(manu)(voce)(post)scriptum

Als das Kind, Kind war…

Homero senta-se, cansado, após ter subido uns poucos degraus. Os anjos passam por ele, ignorando-o. Colocam-se estrategicamente nas mesas ocupadas. Abraçam ao de leve os leitores. Outros encostam-se à balaustrada inclinando o pescoço. Algo se prepara. Candeeiros de latão repetem uma luz amarela. A imagem ampla sobe até aos altos tetos da estrutura. Ouve-se um murmúrio crescente. Começa a cena da Biblioteca.

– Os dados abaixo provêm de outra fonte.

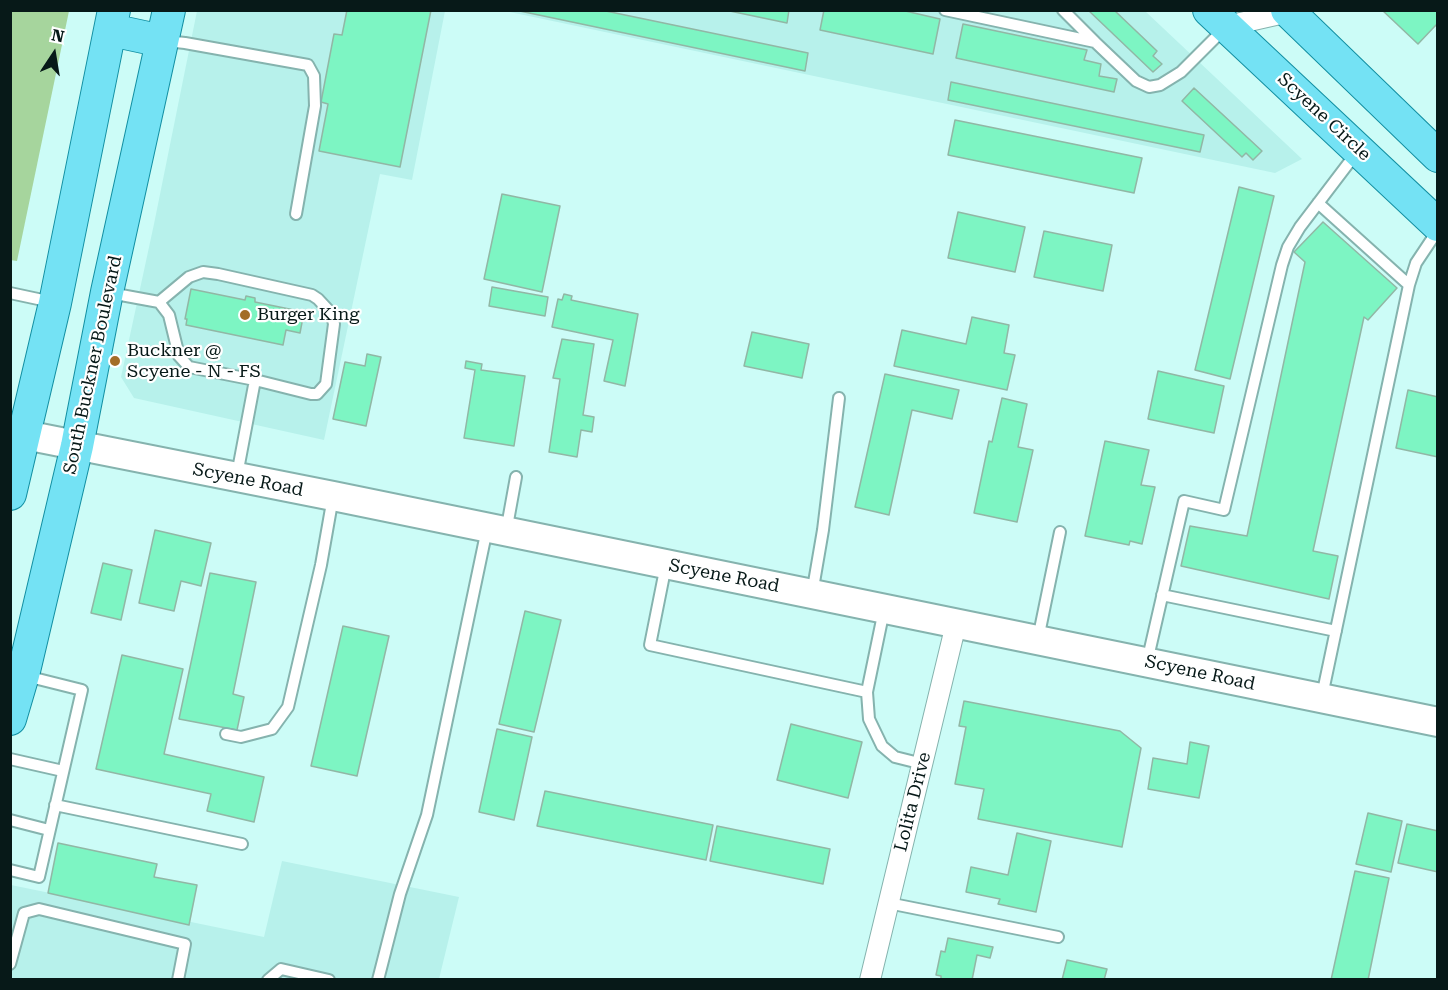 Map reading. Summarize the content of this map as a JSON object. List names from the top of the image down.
{
  "streets": {
    "main road": ["Scyene Circle", "South Buckner Boulevard"],
    "street": ["Scyene Road", "Lolita Drive"]
  },
  "crossings": [
    ["South Buckner Boulevard", "Scyene Road"],
    ["Scyene Road", "Lolita Drive"]
  ],
  "places": ["Burger King", "Buckner @ Scyene - N - FS"],
  "north": "top"
} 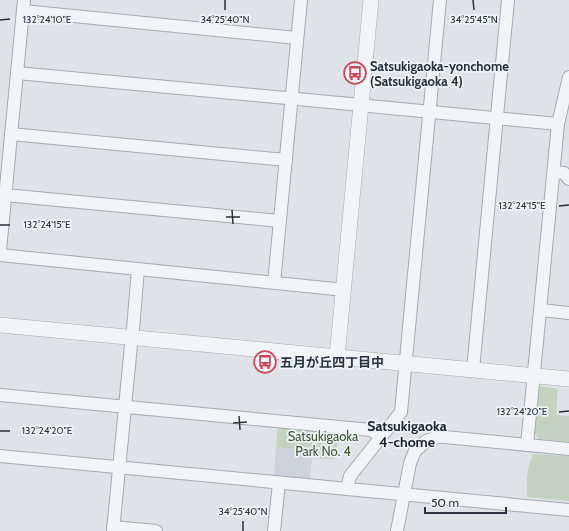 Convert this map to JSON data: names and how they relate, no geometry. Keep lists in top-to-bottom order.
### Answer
{
  "districts": ["Satsukigaoka 4-chome"],
  "parks": ["Satsukigaoka Park No. 4"],
  "places": {
    "bus stop": ["Satsukigaoka-yonchome (Satsukigaoka 4)", "五月が丘四丁目中"]
  },
  "scale_bar": "50 m",
  "coordinates": [
    "132°24'10\"E",
    "34°25'40\"N",
    "34°25'45\"N",
    "132°24'15\"E",
    "132°24'20\"E"
  ]
} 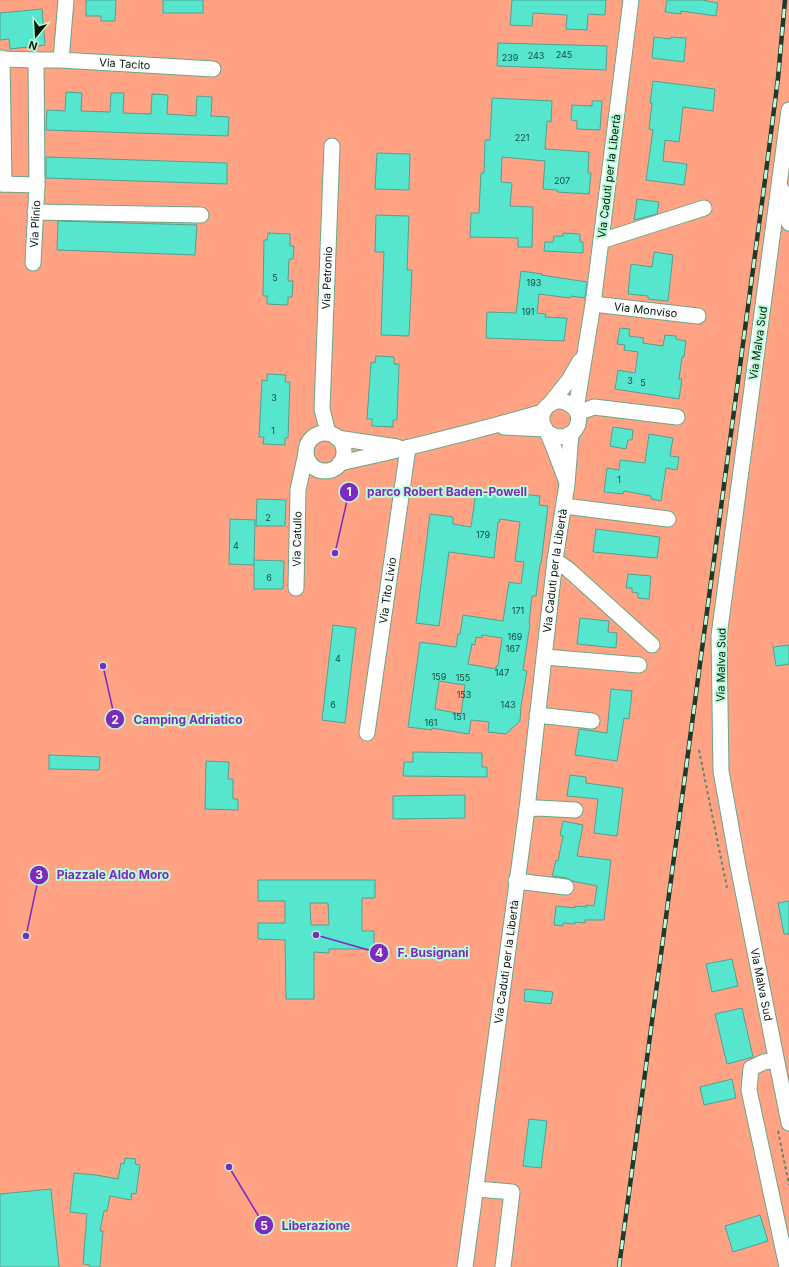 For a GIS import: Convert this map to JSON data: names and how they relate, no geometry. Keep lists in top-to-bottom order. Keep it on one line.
{"streets":{"street":["Via Tacito","Via Caduti per la Libertà","Via Plinio","Via Petronio","Via Monviso","Via Malva Sud","Via Catullo","Via Tito Livio"]},"crossings":[["Via Caduti per la Libertà","Via Monviso"],["Via Petronio","Via Catullo"]],"places":["parco Robert Baden-Powell","Camping Adriatico","F. Busignani","Piazzale Aldo Moro","Liberazione"],"house_numbers":["245","243","239","221","207","5","193","191","3","5","3","1","1","2","179","4","6","171","169","167","4","147","159","155","153","6","143","151","161"],"north":"bottom"} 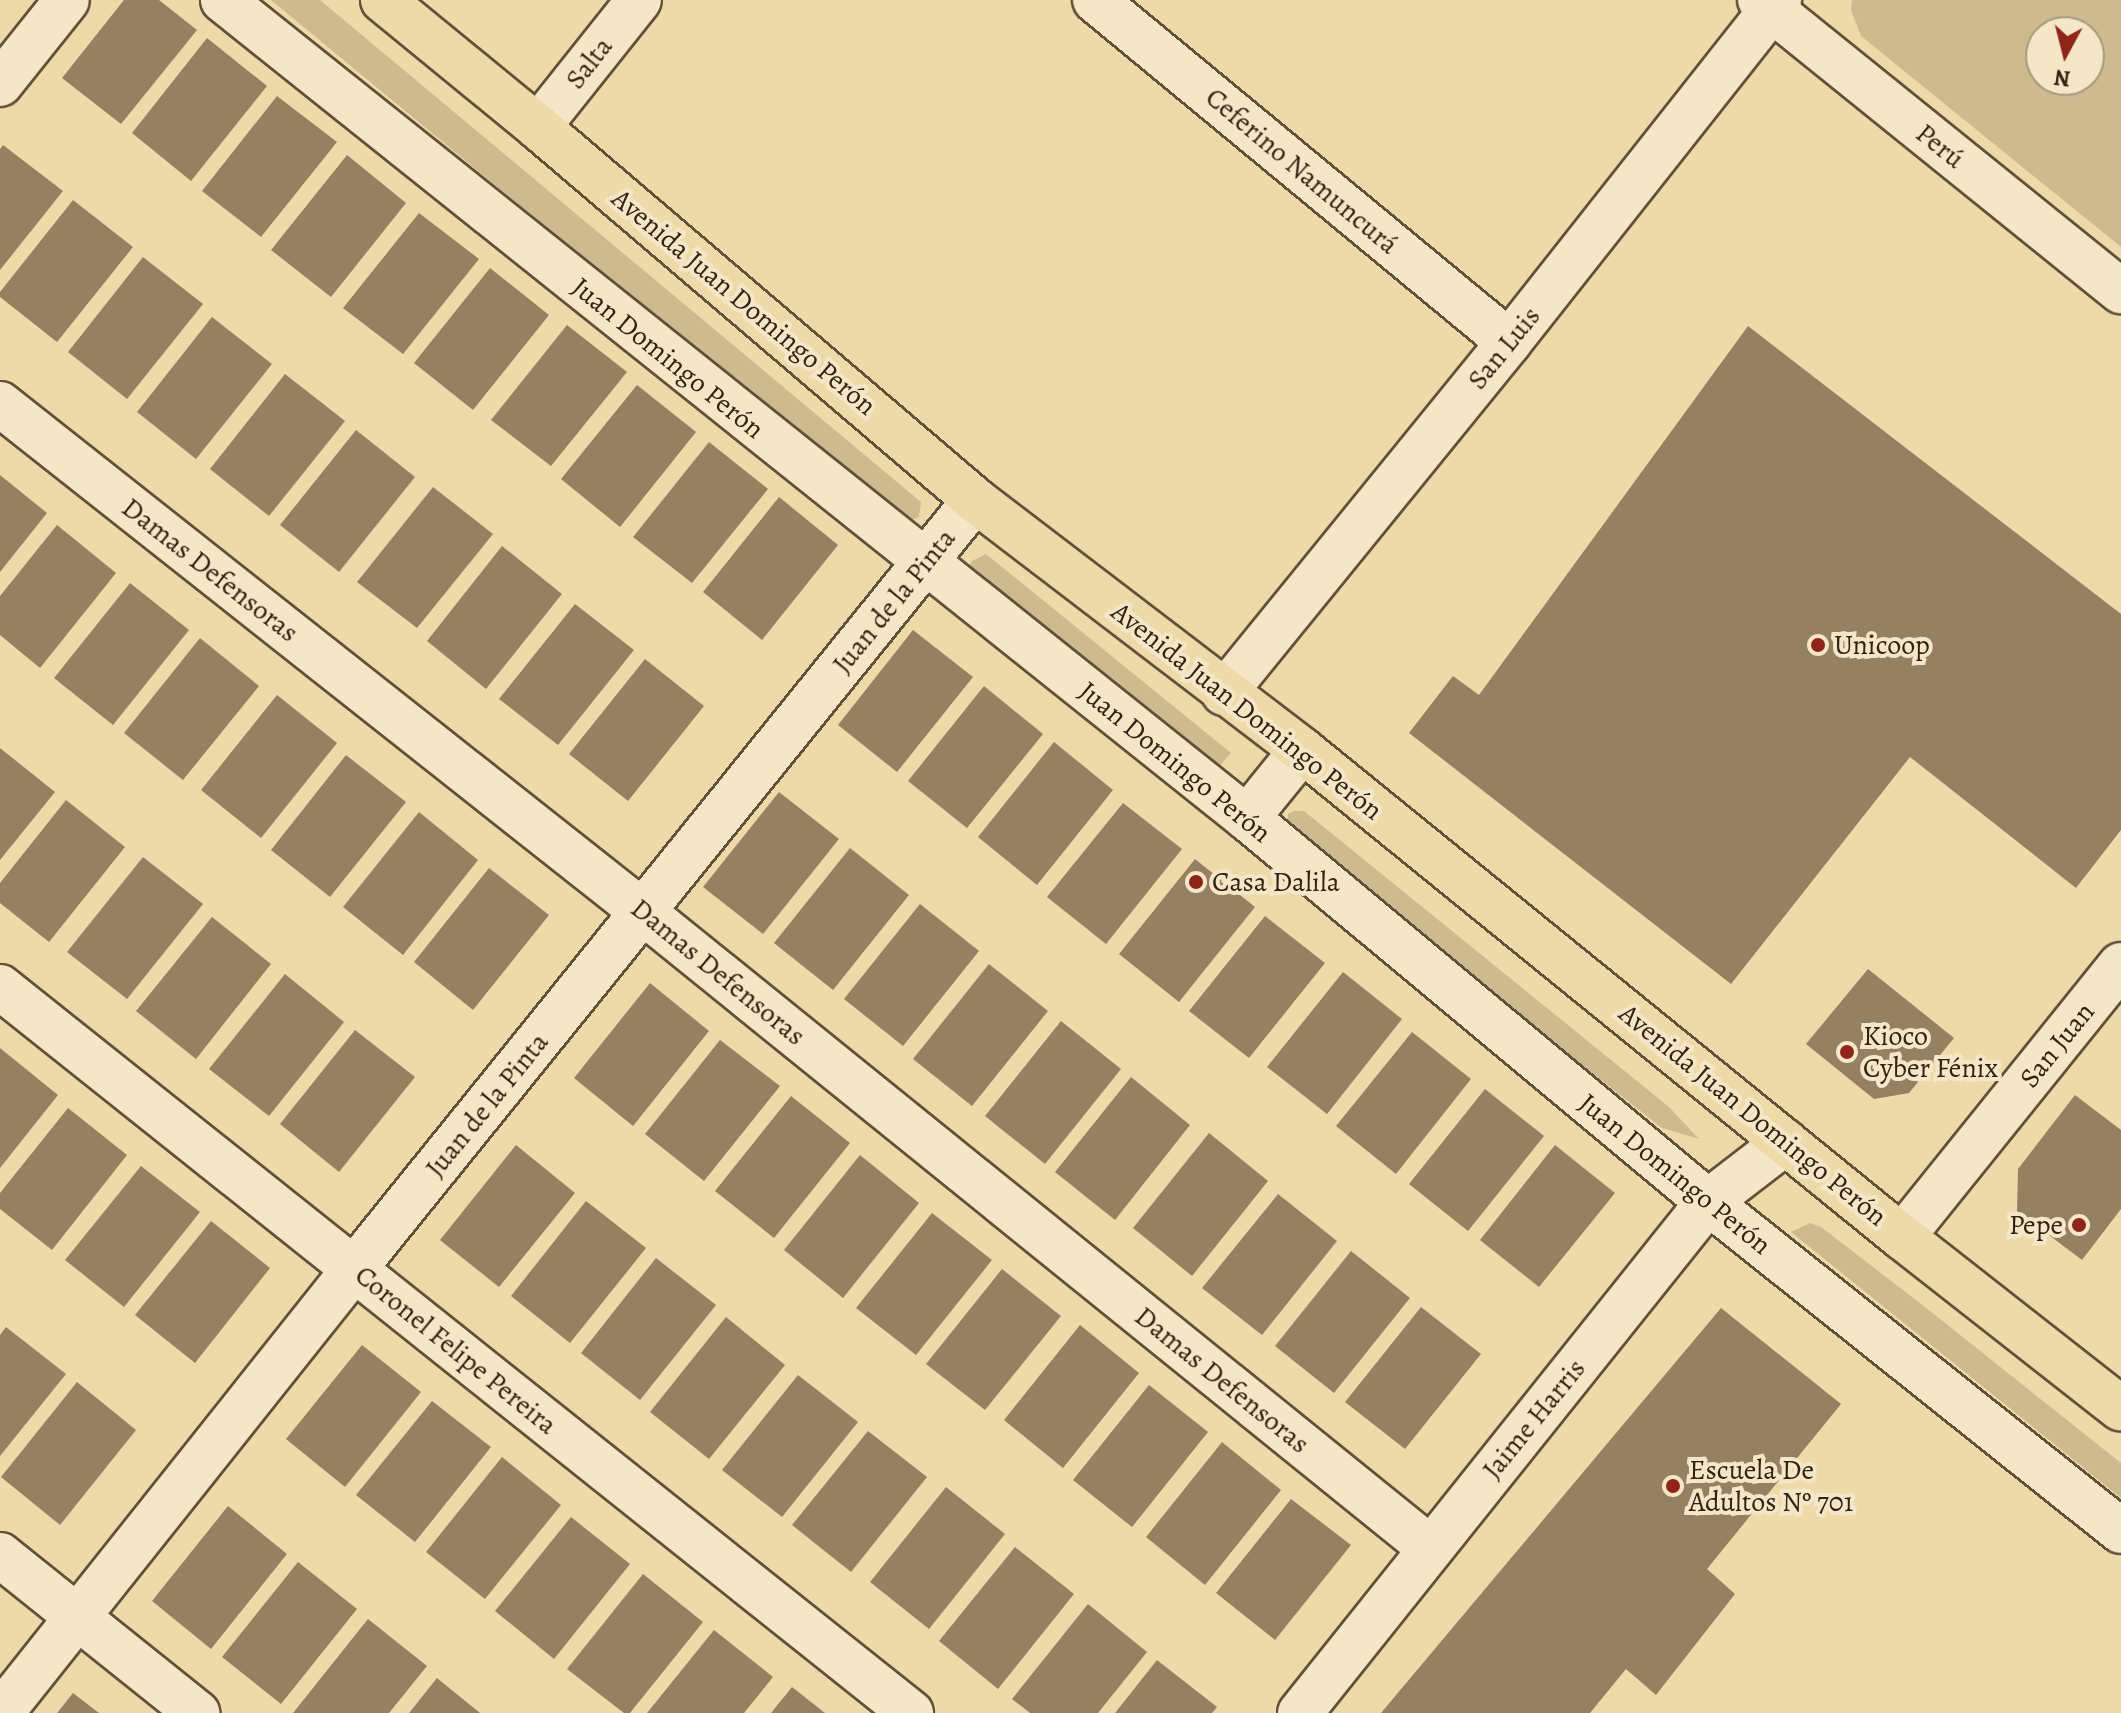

Estudiosos de várias nacionalidades concentram-se, em silêncio, absorvidos pela leitura. Mas nós e os anjos ouvimos o marulhar incessante. Uma mescla de vozes – as vozes interiores dos leitores em silêncio na biblioteca de Berlin – expõe de forma invertida o silêncio da leitura que é hoje apanágio de qualquer biblioteca. Nem sempre foi assim: na Alta Idade Média blocos murmurantes envolviam os letrados, desfiando longos textos de memória. Hoje, fragmentos manuscritos asseguram essa construção histórica – só os anjos sabem efetivamente o que se passava nas salas dos escribas.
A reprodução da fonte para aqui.